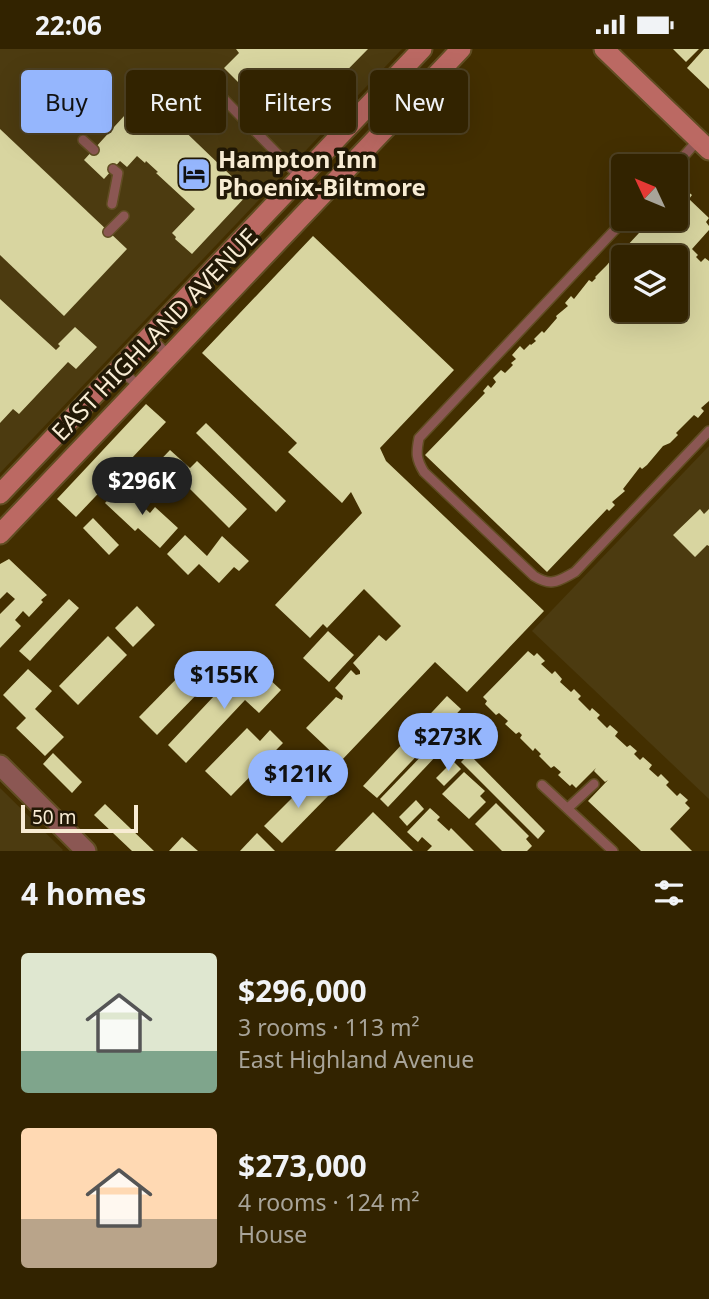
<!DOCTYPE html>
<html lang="en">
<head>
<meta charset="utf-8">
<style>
	body { margin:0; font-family:"Noto Sans",sans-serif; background:#3a2b0a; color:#f1f3f6; height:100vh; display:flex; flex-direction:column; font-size:26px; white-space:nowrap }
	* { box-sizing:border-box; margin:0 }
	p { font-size:23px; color:#a8a499 }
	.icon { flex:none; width:38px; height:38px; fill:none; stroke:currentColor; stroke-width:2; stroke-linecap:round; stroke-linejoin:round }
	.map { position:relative; height:802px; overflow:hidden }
	.side { display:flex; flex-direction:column; background:#322300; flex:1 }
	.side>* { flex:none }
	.top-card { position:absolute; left:21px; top:21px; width:668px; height:63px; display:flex; gap:14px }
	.needle { width:46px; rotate:314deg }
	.fabs { position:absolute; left:611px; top:105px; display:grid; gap:14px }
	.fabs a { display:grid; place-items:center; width:77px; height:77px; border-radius:7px; background:#322300; box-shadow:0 7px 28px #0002,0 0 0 2px #4d4022; font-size:35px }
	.scale { position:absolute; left:21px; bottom:18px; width:117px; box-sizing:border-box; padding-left:7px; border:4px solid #f8ecd4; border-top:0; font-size:19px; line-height:24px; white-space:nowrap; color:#f8ecd4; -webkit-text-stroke:5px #221906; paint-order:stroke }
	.price { position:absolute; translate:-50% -60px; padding:0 16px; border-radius:24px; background:#95b6fd; color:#111; font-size:23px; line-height:46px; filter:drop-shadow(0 2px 4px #0008) }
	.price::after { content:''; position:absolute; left:50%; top:42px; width:21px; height:16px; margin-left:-10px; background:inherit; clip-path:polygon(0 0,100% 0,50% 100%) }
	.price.active { background:#222; color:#fff }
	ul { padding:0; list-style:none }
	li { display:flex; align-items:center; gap:21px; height:175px; padding:0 21px }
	li span { display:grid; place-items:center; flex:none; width:196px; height:140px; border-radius:7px; color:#555 }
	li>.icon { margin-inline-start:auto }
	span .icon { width:84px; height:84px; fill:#fffc; stroke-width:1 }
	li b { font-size:30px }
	h2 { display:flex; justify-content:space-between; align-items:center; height:84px; padding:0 21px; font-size:30px }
	.chip { padding:0 24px; border-radius:7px; background:#322300; box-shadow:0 7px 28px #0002,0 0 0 2px #4d4022; font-size:24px; line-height:63px }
	.chip.active { background:#95b6fd; color:#111 }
	.status { display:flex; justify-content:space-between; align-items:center; height:49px; padding:0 35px; background:#322300; direction:ltr }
	.status svg { height:19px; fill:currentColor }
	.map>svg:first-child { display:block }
</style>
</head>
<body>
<div class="status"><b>22:06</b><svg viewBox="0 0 49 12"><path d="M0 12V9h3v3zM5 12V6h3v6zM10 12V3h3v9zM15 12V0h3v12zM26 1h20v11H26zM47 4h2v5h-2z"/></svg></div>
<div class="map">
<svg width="709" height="802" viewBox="0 0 709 802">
	<rect width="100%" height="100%" fill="#432f00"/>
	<!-- built -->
	<g fill="#4c3b10">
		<path d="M0,0H402L0,424Z"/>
		<path d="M709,397V750L532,582Z"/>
		<path d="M0,739L63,801L62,802H0Z"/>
	</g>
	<!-- building -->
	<g fill="#d8d5a0" fill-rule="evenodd">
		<path d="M236,0H368L303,66L298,61L282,77L224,19L239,4Z"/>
		<path d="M673,0H699L686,13Z"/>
		<path d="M704,0H709V40L687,19Z"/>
		<path d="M145,44L249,144L192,205L175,190L176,188L172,184L195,160L156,124L158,123L146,112L145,114L137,107L127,118L120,112L104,130L84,111Z"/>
		<path d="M0,80L127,200L64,267L0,206Z"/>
		<path d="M679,140L687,142L692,146L689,150L709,169L706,173L709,177V181L692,200L698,206L696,208L701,213L705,209L709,212V352L701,359L704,362L698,369L694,366L676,384L678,386L670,394L663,397L647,416L642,420L640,418L623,440L625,442L612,453L615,456L609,462L607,460L547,523L425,406L485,344L483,342L488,336L491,339L496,333L493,329L501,321L505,324L513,316L511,314L516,310L512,306L520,297L524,301L530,295L531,296L536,292L534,290L542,282L544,284L557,269L556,267L568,257L565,254L571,247L574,250L589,231L592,233L596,229L595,228L607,216L611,211L609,209L616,201L623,197L625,199L639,184L635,180L642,174L645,177L649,170H676V141ZM623,208H676V261H623Z"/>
		<path d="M313,187L454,321L380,399L386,412L544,562L467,643L435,613L341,712L306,679L336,648L342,651L343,647L335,639L351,621L356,626L360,625V622L353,614L379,586L386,592L401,577L364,540L327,579L323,575L310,589L275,556L362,464L351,443L342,454L288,403L297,394L202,304Z"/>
		<path d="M0,250L56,301L60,297L58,295L75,278L97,298L76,320L68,313L19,365L13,360L0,374Z"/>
		<path d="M146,355L166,373L76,468L57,450Z"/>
		<path d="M206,374L286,452L276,463L196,384Z"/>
		<path d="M170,401L190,419L197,412L247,460L229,479L179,429L164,445L145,427Z"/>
		<path d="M121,437L150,464L155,458L178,479L160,499L138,479L135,482L105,454Z"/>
		<path d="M700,460L704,465L709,460V497L707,496L695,508L673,486Z"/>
		<path d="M93,469L119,496L109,506L83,479Z"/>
		<path d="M185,486L207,507L222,487L249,512L239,522L234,518L219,534L199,515L188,526L167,505Z"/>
		<path d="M9,510L47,546L41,551L43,553L29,568L23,562L15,571L21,577L0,599V565L15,550L7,543L0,550V515Z"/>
		<path d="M69,550L79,559L30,612L19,602Z"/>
		<path d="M137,557L155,576L133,598L115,579Z"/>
		<path d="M328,582L354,606L329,633L303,609Z"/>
		<path d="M108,587L127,606L78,656L59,637Z"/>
		<path d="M528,602L534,607L537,604L545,612L541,615L552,625L555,622L562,630L560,633L571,643L574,640L581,647L578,650L590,662L592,659L600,666L597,669L607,679L610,676L618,683L615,687L627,698L630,696L637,702L634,705L640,711L643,708L652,716L649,720L658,728L661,725L669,733L666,736L677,747L680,744L688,751L685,754L690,759L670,780L692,802H641L588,752L608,731L605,733L594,722L596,719L576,739L572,735L570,737L558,726L561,723L554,717L551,719L539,707L541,705L535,699L533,702L520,689L522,686L519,683L516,685L505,675L508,672L499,664L496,666L485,655L487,652L483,648Z"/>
		<path d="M254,616L281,641L259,664L245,651L186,714L168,696L230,630L235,635Z"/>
		<path d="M188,618L206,636L157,686L139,668Z"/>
		<path d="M28,620L52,642L35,660L64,688L45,707L16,679L26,669L3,646Z"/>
		<path d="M447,647L461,660L377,749L363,737Z"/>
		<path d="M247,679L260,692L270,681L283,694L231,747L205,722Z"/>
		<path d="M430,698L438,705L388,758L380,750Z"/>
		<path d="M53,704L82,733L72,744L43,715Z"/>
		<path d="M469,705L545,782L538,790L461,713Z"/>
		<path d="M453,712L461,720L444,737L436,729Z"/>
		<path d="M464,723L485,742L480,747L486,753L469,770L442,745Z"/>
		<path d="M314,727L331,744L282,794L264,777Z"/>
		<path d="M416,751L424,760L407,777L399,768Z"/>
		<path d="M496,754L529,787L526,790L532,797L527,802H502L475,775Z"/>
		<path d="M105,755L154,802H132L94,766Z"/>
		<path d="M430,759L440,768L437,771L449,782L451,779L474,802H427L432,797L422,788L418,793L407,783Z"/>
		<path d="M373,763L413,802H335Z"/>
		<path d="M257,784L275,802H240Z"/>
		<path d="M182,788L198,802H169Z"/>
	</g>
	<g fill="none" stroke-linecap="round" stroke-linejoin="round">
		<!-- service casing -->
		<g stroke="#604d22" stroke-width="12">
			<g id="service">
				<path d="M213,39L300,128"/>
				<path d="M83,91L94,101"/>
				<path d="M675,117L698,91"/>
				<path d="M112,155L118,124L113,120"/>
				<path d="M625,170L419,389C416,404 416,410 424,423L534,527C552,538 558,532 575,523L709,382"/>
				<path d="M108,183L124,167"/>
				<path d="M149,287L169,307"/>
				<path d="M119,320L140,338"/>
				<path d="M542,736L613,802"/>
				<path d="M568,759L594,735"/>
			</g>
		</g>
		<!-- tertiary casing -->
		<g stroke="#604d22" stroke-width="23">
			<path id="tertiary" d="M0,716L86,802"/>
		</g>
		<!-- secondary casing -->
		<g stroke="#604d22" stroke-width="23">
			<g id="secondary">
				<path d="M604,0L709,101"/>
				<path d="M0,445L422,0"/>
				<path d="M0,485L461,0"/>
			</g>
		</g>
		<!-- service -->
		<use href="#service" stroke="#8b5753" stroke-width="9"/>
		<!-- tertiary -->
		<use href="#tertiary" stroke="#8b5753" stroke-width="19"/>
		<!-- secondary -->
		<use href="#secondary" stroke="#bb6963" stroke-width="19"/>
	</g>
	<!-- icons -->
	<defs>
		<g id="hotel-square" transform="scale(1.75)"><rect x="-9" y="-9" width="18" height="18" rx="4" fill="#95b6fd" stroke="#221906"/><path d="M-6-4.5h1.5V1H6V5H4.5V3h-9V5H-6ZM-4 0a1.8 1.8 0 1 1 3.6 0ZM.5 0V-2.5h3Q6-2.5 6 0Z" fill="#111"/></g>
	</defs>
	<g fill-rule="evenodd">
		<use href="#hotel-square" x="194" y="125"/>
	</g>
	<g text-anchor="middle" stroke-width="7" stroke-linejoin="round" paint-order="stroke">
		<!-- poi labels -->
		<g font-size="24" font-weight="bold" fill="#f8ecd4" stroke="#221906" text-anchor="start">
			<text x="218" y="119">Hampton Inn<tspan x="218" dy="28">Phoenix-Biltmore</tspan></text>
		</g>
		<!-- street labels -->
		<g font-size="24" fill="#f8ecd4" stroke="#221906">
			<text transform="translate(155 286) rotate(-46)" y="8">EAST HIGHLAND AVENUE</text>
		</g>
	</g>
</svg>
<div class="fabs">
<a><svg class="needle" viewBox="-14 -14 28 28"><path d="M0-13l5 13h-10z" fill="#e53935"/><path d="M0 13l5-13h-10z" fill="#a8a499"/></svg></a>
<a><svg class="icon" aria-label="layers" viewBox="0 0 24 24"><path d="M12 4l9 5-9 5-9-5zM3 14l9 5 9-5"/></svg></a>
</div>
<div class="scale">50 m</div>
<b class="price active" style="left:142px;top:468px">$296K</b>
<b class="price" style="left:224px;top:662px">$155K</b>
<b class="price" style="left:448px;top:724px">$273K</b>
<b class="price" style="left:298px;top:761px">$121K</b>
<div class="top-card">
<a class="chip active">Buy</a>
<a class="chip">Rent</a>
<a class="chip">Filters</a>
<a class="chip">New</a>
</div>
</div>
<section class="side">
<h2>4 homes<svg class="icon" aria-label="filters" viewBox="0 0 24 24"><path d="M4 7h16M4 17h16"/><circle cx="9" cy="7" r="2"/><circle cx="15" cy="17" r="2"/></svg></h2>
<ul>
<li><span style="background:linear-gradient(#dfe7d0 70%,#7fa58c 0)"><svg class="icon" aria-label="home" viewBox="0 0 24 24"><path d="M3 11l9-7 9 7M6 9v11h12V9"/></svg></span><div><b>$296,000</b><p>3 rooms · 113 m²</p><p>East Highland Avenue</p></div></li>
<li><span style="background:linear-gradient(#ffd9b3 65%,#b9a48a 0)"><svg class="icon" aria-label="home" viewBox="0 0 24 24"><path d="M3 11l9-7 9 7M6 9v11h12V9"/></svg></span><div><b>$273,000</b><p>4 rooms · 124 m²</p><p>House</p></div></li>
</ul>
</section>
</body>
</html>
=====
TASK ITEM: Copy the entries above exactly, but only from the line holding "position:relative; height:802px; overflow:hidden" through the line holding "position:absolute; left:21px; bottom:18px;", both included.

ANSWER TO THIS EXERCISE:
	.map { position:relative; height:802px; overflow:hidden }
	.side { display:flex; flex-direction:column; background:#322300; flex:1 }
	.side>* { flex:none }
	.top-card { position:absolute; left:21px; top:21px; width:668px; height:63px; display:flex; gap:14px }
	.needle { width:46px; rotate:314deg }
	.fabs { position:absolute; left:611px; top:105px; display:grid; gap:14px }
	.fabs a { display:grid; place-items:center; width:77px; height:77px; border-radius:7px; background:#322300; box-shadow:0 7px 28px #0002,0 0 0 2px #4d4022; font-size:35px }
	.scale { position:absolute; left:21px; bottom:18px; width:117px; box-sizing:border-box; padding-left:7px; border:4px solid #f8ecd4; border-top:0; font-size:19px; line-height:24px; white-space:nowrap; color:#f8ecd4; -webkit-text-stroke:5px #221906; paint-order:stroke }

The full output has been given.